Avoid a confrontation, say "Sorry!", smile and calmly walk away.
Trespassing and Obstructing
One thing you may not do while taking photos in public places is trespassing (obvious) and cause an obstruction. The latter is interesting as it includes not only walking out in front of traffic, but may also affect the use of tripods. "Causing an obstruction" also refers to the effect your snapping may have on the work of a police officer. As this is very much open to interpretation it is advisable to cease and desist if you are asked by police.
Photography on Private Property
You may take photos on private property - provided the owner or occupier agrees with you being there (otherwise you are trespassing), and tolerates your activity. By entering the private property you implicitly agree to obey by any rules set by the owner or occupier and made known to you. "Made known" includes house rules posted in shopping malls or similar.
If the owner, the occupier or their representatives (mostly security staff) ask you to stop taking photos, do so - disobey and you may be guilty of trespassing. They do, however, have no right to confiscate (or damage) any of your equipment.
Two special mentions - the Airport Police at Dublin Airport seem to be very negative towards anybody not obviously just taking a snapshot of a loved one.
On the other hand, the National Museum of Ireland has relaxed the rules and abandoned the strict "no photography" dictum in favor of "no flash, no tripod".

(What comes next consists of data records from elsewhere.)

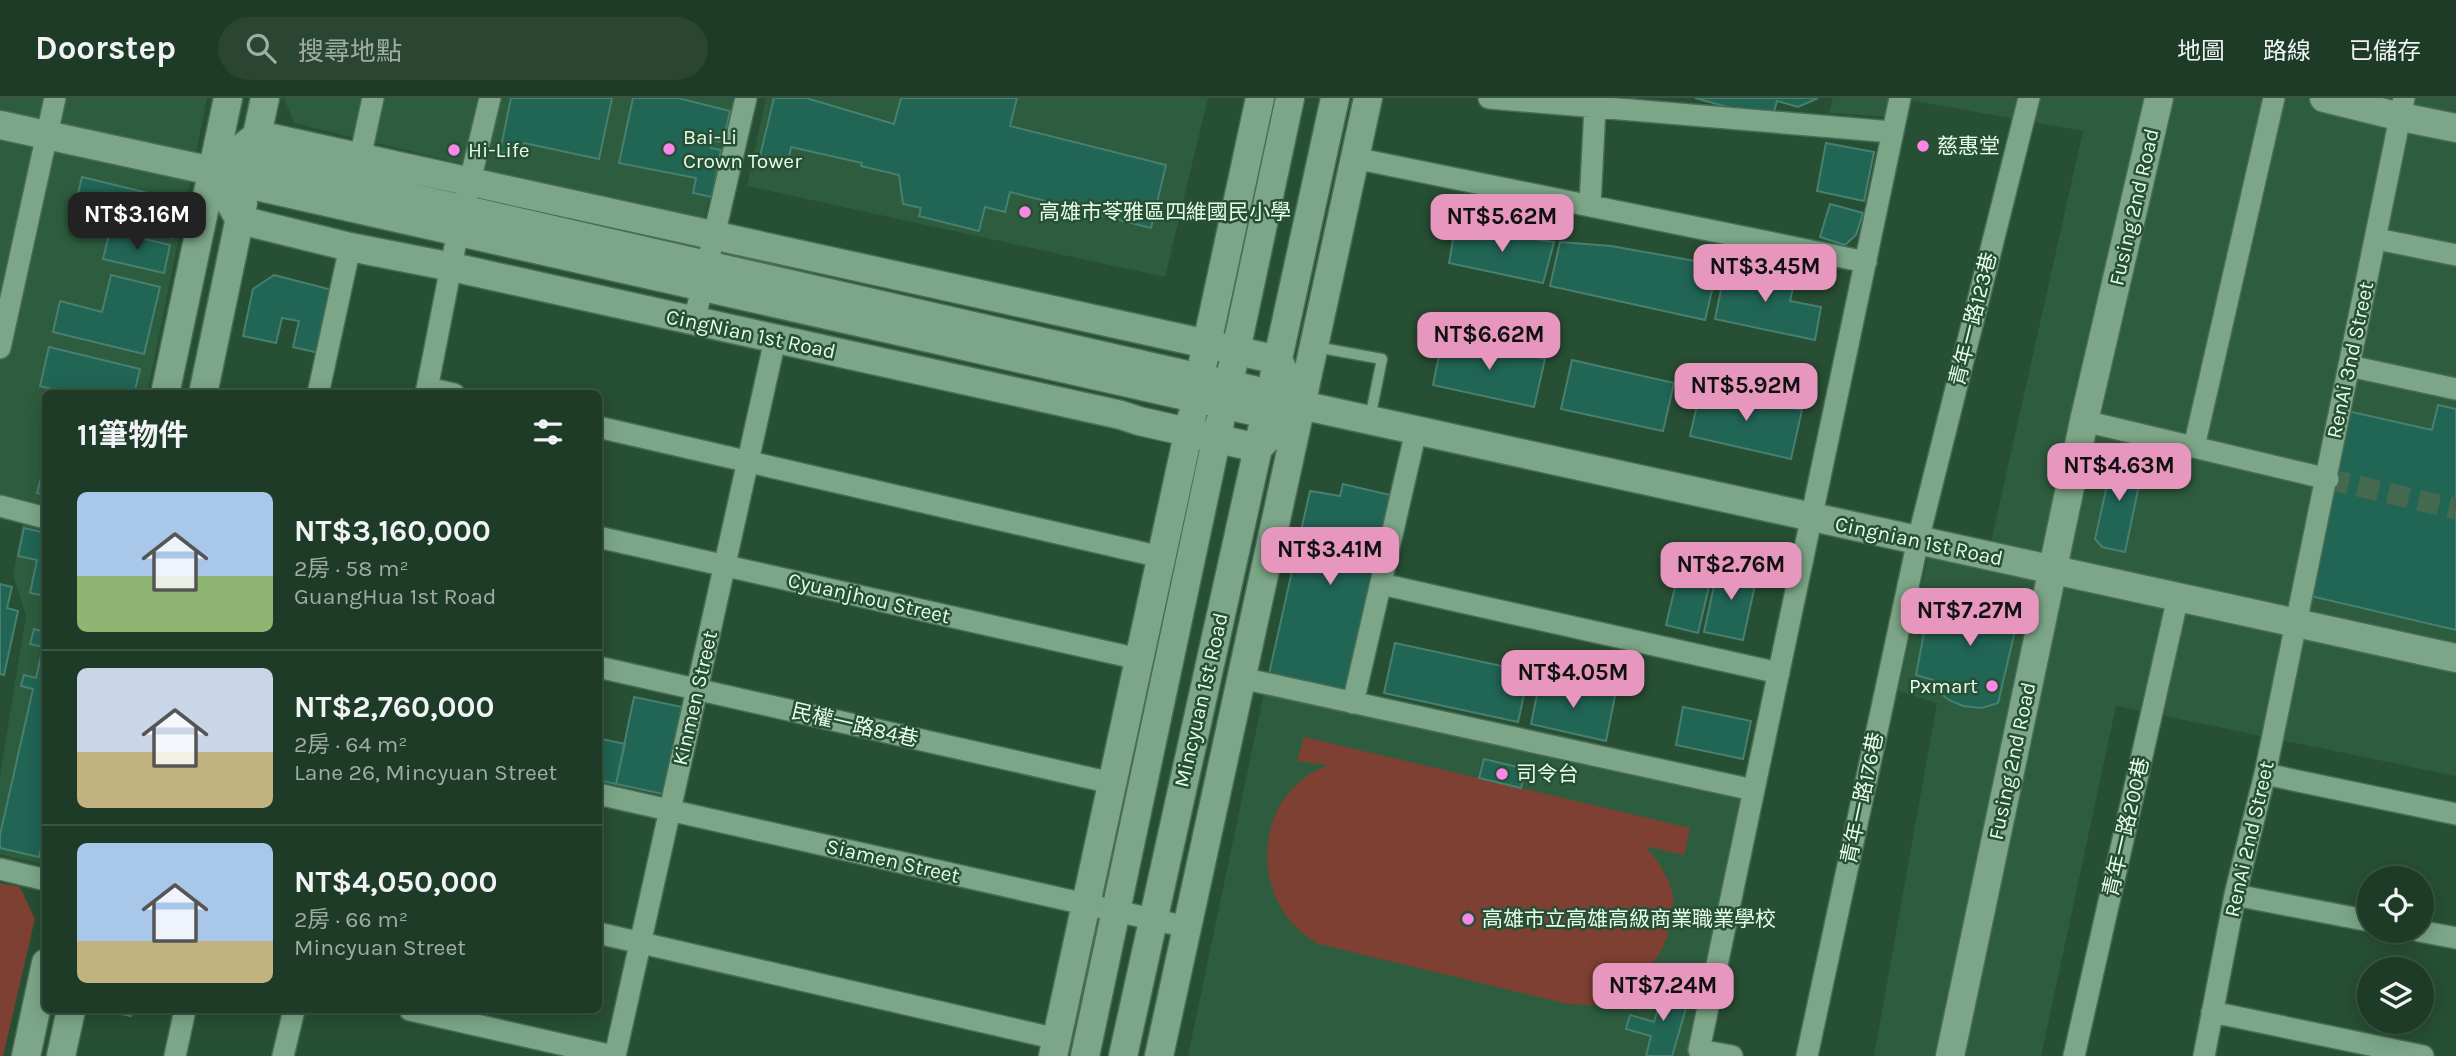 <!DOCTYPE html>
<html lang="zh-TW">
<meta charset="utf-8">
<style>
body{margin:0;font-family:Karla,"Noto Sans TC",sans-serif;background:#2a4633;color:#f1f3f6;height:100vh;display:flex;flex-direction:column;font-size:26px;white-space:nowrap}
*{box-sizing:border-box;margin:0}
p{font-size:23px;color:#a0ada7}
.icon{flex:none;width:38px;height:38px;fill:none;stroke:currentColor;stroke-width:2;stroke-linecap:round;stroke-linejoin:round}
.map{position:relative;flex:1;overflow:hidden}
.panel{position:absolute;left:42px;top:292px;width:560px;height:623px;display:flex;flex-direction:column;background:#1d3b27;border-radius:10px;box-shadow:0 4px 18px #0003,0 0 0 2px #3b5544}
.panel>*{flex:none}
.controls{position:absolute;left:2357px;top:768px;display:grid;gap:14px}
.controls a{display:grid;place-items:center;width:77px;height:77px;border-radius:50%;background:#1d3b27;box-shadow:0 4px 18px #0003,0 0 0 2px #3b5544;font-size:35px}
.price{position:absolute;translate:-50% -60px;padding:0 16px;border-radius:14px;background:#e797bd;color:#111;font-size:23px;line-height:46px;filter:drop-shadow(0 2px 4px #0008)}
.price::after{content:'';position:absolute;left:50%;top:42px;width:21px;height:16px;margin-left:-10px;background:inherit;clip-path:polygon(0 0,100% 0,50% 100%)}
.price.active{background:#222;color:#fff}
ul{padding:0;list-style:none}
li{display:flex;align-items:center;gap:21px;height:175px;padding:0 35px}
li+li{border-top:2px solid #3b5544}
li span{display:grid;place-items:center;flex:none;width:196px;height:140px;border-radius:10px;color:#555}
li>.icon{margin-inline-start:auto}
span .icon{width:84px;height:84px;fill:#fffc;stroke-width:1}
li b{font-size:30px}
h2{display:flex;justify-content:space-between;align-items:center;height:84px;padding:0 35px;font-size:30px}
header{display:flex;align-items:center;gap:42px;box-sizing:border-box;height:98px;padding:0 35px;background:#1d3b27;border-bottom:2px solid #3b5544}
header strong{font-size:33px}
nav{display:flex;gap:38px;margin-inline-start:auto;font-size:24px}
.search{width:490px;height:63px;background:#2a4633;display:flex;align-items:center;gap:18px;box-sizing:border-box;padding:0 24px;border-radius:38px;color:#a0ada7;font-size:26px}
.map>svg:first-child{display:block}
.built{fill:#2e5c3e}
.green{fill:#7e4032}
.building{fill:#216554;stroke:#487f6f;stroke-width:2}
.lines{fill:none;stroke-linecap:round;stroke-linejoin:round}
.street-tunnel{stroke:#44694f;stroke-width:21;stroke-dasharray:21 10;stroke-linecap:butt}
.lane-casing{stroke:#486c55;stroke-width:13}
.street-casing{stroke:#486c55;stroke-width:24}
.secondary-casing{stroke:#486c55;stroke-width:31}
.lane{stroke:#7ca687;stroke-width:10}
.street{stroke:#7ca687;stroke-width:21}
.secondary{stroke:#7ca687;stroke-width:28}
.poi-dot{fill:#f987e8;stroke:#274f34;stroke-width:2.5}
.labels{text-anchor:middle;stroke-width:5;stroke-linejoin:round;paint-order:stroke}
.poi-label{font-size:21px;fill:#e6fceb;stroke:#274f34;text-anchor:start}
.street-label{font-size:21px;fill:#e6fceb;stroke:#274f34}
</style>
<header>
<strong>Doorstep</strong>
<div class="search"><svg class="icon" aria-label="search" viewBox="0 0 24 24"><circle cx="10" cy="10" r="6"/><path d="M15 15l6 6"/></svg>搜尋地點</div>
<nav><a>地圖</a><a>路線</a><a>已儲存</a></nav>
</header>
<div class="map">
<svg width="2456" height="958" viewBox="0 0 2456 958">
<rect width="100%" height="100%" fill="#274f34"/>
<path class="built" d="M0,0H207L147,296H46L45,767L0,756V677L26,518L13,477L23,422L0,417Z
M284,0H739L703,124L294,25Z
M766,0H1208L1165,179L747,88Z
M1833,0H2456V678L2116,608L2041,958H1874L1937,605L1898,593L1934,431L1991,444L2083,33L1909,2L1905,20L1829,15Z
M1264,595L1745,700L1691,958H1188Z"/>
<path class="green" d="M1304,639L1690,730L1684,757L1645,748C1657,761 1671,781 1673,800C1678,841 1641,895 1601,906C1591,908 1578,906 1568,906L1319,846C1247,809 1250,694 1329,667L1297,663Z
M0,785L20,789L35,821L3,958H0Z"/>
<path class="building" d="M511,0H612L599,61L524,45L521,59L500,54Z
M633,0H678L730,13L723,44L712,42L711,50L721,52L712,99L693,95L696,80L619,65Z
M774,0H806L894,26L901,0H1017L1010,28L1166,67L1151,130L1010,94L1005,114L985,109L979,133L919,118L921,110L903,106L899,77L861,68L862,65L791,49L788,65L760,58Z
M1695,0H1818L1798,9L1777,3L1772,21Z
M1826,45L1874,54L1864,103L1817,93Z
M82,79L181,103L172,140L73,116Z
M1830,106L1863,115L1856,137L1845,147L1820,139Z
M1455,130L1554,144L1543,185L1449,165Z
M110,133L170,147L164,175L103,161Z
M1560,144L1611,148L1718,167L1705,222L1550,188Z
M1726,168L1795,182L1790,203L1821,209L1815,242L1715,221Z
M111,177L160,189L144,256L53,234L60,203L102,214Z
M274,177L336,193L323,256L293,249L299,223L282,220L276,245L243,238L253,191Z
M1443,238L1545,261L1534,309L1433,287Z
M49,249L140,271L134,296H72L40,288Z
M1572,262L1674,285L1663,333L1561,311Z
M1701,290L1802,312L1791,361L1690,338Z
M2438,307L2456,311V532L2302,496L2343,312L2432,332Z
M2114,356L2144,363L2125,454L2102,449L2095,441Z
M46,362V397L37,395Z
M1343,386L1390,397L1346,595L1269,576L1310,393L1340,398Z
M24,430L46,435V498L30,495L37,462L18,458Z
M1685,447L1717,455L1698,535L1666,527Z
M1719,465L1758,473L1743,542L1704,534Z
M0,486L12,489L7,510L18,513L4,577L0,576Z
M1982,491L2006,498L2021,507L1998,605L1982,610L1963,608L1949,602L1932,589L1933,582L1916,577L1928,514L1951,519L1956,496L1965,492Z
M46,513V730L39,759L0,750V737L33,591L21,588L24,577L36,580L43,549L30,546L34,531L41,533Z
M1395,545L1529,574L1518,624L1384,595Z
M1540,582L1615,598L1606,643L1531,626Z
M634,599L682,609L663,696L616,686Z
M1683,609L1751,623L1743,661L1676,647Z
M598,640L625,646L616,686L598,682Z
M1484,661L1526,671L1521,690L1479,680Z
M1674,889L1684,891L1689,900L1672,958H1646L1651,938L1626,931L1630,917L1654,924L1663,894Z
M101,912H132L131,918Z"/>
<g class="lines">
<path class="street-tunnel" d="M2328,381L2456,411"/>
<defs>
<path id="lane" d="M1316,249L1382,261L1370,320"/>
<path id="street" d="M1489,0L1892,34
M360,60L373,0
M1354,60L1866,164
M1590,107L1595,9
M2377,141L2456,157
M694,224L746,0
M0,250L55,0
M2349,268L2456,291
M427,290L454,296
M318,296L350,149
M426,296L458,133L490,0
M2084,323L2328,381
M598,329L1161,459
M2194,349L2274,0
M0,408L46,420
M598,439L1139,561
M1381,486L1779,575
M598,569L1112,685
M1241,580L1753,692
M1353,605L1416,333
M2265,676L2456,716
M598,696L1187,829
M0,771L46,782
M2235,797L2370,823
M2419,833L2456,840
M598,835L1057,941
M410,912L613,958
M2212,914L2423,958
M175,958L185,912
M283,958L294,912
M615,958L775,242
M1732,958L1699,952L1900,0
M1807,958L1918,442L2029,0
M2074,958L2178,499
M2204,958L2235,797L2265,676L2404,0"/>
<path id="secondary" d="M2324,0L2401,19L2456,30
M0,27L212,73L247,86L1266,316L1301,307
M253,55L265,0
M220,67L258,37L1207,246L1278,262L1301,307
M212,73L252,63L1270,296L1301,307L2456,560
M212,73L240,122L350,149L452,169L1121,317L1139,323L1258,350L1300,308
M1203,264L1260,0
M1232,271L1290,0
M1274,279L1335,0
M165,296L228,0
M203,296L243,105
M26,958L46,865
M61,958L71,912
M1053,958L1192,318
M1085,958L1220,324
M1123,958L1262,332
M1159,958L1368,0
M1950,958L2084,323L2159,0"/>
</defs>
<use href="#lane" class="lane-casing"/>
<use href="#street" class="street-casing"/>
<use href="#secondary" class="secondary-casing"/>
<use href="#lane" class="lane"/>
<use href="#street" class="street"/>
<use href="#secondary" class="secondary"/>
</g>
<g class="poi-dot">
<circle cx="1923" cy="48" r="7"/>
<circle cx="669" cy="51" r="7"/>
<circle cx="454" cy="52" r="7"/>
<circle cx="1025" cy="114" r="7"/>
<circle cx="1992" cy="588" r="7"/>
<circle cx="1502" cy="676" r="7"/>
<circle cx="1468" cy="821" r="7"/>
</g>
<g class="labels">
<g class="poi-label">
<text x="683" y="46">Bai-Li<tspan x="683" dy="24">Crown Tower</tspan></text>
<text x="1937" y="55">慈惠堂</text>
<text x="468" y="59">Hi-Life</text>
<text x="1039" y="121">高雄市苓雅區四維國民小學</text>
<text x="1978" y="595" text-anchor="end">Pxmart</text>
<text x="1516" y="683">司令台</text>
<text x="1482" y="828">高雄市立高雄高級商業職業學校</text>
</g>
<g class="street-label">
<text transform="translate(2134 109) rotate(-77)" y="7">Fusing 2nd Road</text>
<text transform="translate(1973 221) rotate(-76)" y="7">青年一路123巷</text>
<text transform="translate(751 236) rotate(12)" y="7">CingNian 1st Road</text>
<text transform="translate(2350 262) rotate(-78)" y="7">RenAi 3nd Street</text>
<text transform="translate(1919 443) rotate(12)" y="7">Cingnian 1st Road</text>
<text transform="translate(869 500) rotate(13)" y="7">Cyuanjhou Street</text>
<text transform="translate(695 600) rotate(-77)" y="7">Kinmen Street</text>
<text transform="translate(1201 602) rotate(-77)" y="7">Mincyuan 1st Road</text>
<text transform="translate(855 627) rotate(13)" y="7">民權一路84巷</text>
<text transform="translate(2012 663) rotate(-78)" y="7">Fusing 2nd Road</text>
<text transform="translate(1862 700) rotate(-78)" y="7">青年一路176巷</text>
<text transform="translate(2126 729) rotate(-77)" y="7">青年一路200巷</text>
<text transform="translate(2249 741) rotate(-77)" y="7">RenAi 2nd Street</text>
<text transform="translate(893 763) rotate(13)" y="7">Siamen Street</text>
</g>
</g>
</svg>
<div class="controls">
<a><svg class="icon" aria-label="locate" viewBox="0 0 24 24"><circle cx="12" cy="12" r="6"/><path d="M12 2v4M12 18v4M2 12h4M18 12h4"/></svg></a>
<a><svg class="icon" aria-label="layers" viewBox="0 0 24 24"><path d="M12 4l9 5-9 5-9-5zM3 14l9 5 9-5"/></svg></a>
</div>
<b class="price active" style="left:137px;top:154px">NT$3.16M</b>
<b class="price" style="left:1502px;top:156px">NT$5.62M</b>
<b class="price" style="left:1765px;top:206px">NT$3.45M</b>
<b class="price" style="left:1489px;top:274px">NT$6.62M</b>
<b class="price" style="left:1746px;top:325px">NT$5.92M</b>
<b class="price" style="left:2119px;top:405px">NT$4.63M</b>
<b class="price" style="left:1330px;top:489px">NT$3.41M</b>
<b class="price" style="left:1731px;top:504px">NT$2.76M</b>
<b class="price" style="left:1970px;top:550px">NT$7.27M</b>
<b class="price" style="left:1573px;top:612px">NT$4.05M</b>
<b class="price" style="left:1663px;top:925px">NT$7.24M</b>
<section class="panel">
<h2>11筆物件<svg class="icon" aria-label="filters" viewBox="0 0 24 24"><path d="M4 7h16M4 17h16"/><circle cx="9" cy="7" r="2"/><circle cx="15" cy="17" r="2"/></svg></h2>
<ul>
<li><span style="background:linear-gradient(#a9c7e8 60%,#8fb573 0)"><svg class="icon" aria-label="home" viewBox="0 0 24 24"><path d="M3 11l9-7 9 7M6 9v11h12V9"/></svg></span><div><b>NT$3,160,000</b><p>2房 · 58 m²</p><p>GuangHua 1st Road</p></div></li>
<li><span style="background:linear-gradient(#c9d6e8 60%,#c2b280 0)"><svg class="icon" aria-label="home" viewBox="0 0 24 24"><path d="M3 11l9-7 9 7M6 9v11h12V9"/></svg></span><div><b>NT$2,760,000</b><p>2房 · 64 m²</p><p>Lane 26, Mincyuan Street</p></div></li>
<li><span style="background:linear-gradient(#a9c7e8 70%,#c2b280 0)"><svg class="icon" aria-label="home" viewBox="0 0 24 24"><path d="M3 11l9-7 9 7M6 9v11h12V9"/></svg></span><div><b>NT$4,050,000</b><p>2房 · 66 m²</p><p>Mincyuan Street</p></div></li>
</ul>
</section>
</div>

Yes, you may, in an open and non-invasive way - unless people object or objections are made on their behalf. Then again privacy laws are very iffy and it might be better to refrain. If you restrict your photography to groups, officials, and those participating in some sort of public performance or ceremony you should be okay. On the other hand, snapping away with an unobtrusive telephoto lens while walking through Dublin is no problem. Note that if you want to sell images of people, you should get a model release form signed.
Photography of Children
One thing worth mentioning is the über-careful rules and regulations laid down mainly in Northern Irish museums regarding photography.
In effect, you will be asked not to take any pictures of children, a backlash of the prevalent pedophilia hysteria. Many places also ask you to fill in a form and sign it, agreeing to these conditions (though I have never been asked for ID when doing this, leading me to the thought that one could easily use fake names here).
I would also caution against strolling into a park or playground and then starting to take images of children. “Concerned citizens” will, more than likely, soon be onto your case.
Professional or Amateur?
Take note that "professional photography" is more closely regulated in most places - though what actually constitutes professional photography is open to interpretation at times. If you want to sell your images, consider yourself a professional.
Candids and "Indecency"
As long as you are doing your photography openly, you are in safe territory. However, once you start hiding in bushes to take candid pictures you may be attracting unwanted attention and hostile reactions.
Another way to attract attention is posing for risqué or even nude shots in public - don't, or at least only do so on Ireland's few (and unofficial) nude beaches.
Northern Ireland - A Few Words of Warning
Northern Irish subjects should be treated with care by the avid photographer - it is still easy to arouse suspicions and even hostility.
Even more of an explanation might be required if one causes suspicions among the population of "flashpoint areas". While taking pictures of murals has become a normal "touristy" activity, taking pictures of individuals or even groups may be seen as "intelligence gathering" for whoever is "the enemy" today. Avoid. Or, again, expect the attention of "concerned citizens".
In general, you may publish your photos, unless you were told explicitly that they are to be taken for private use only. Note that this is a rule of thumb only and that local laws, as well as privacy laws, may govern your publication. Also, consider the phrase "non-commercial use only" often found in rules regarding photography at attractions and in museums.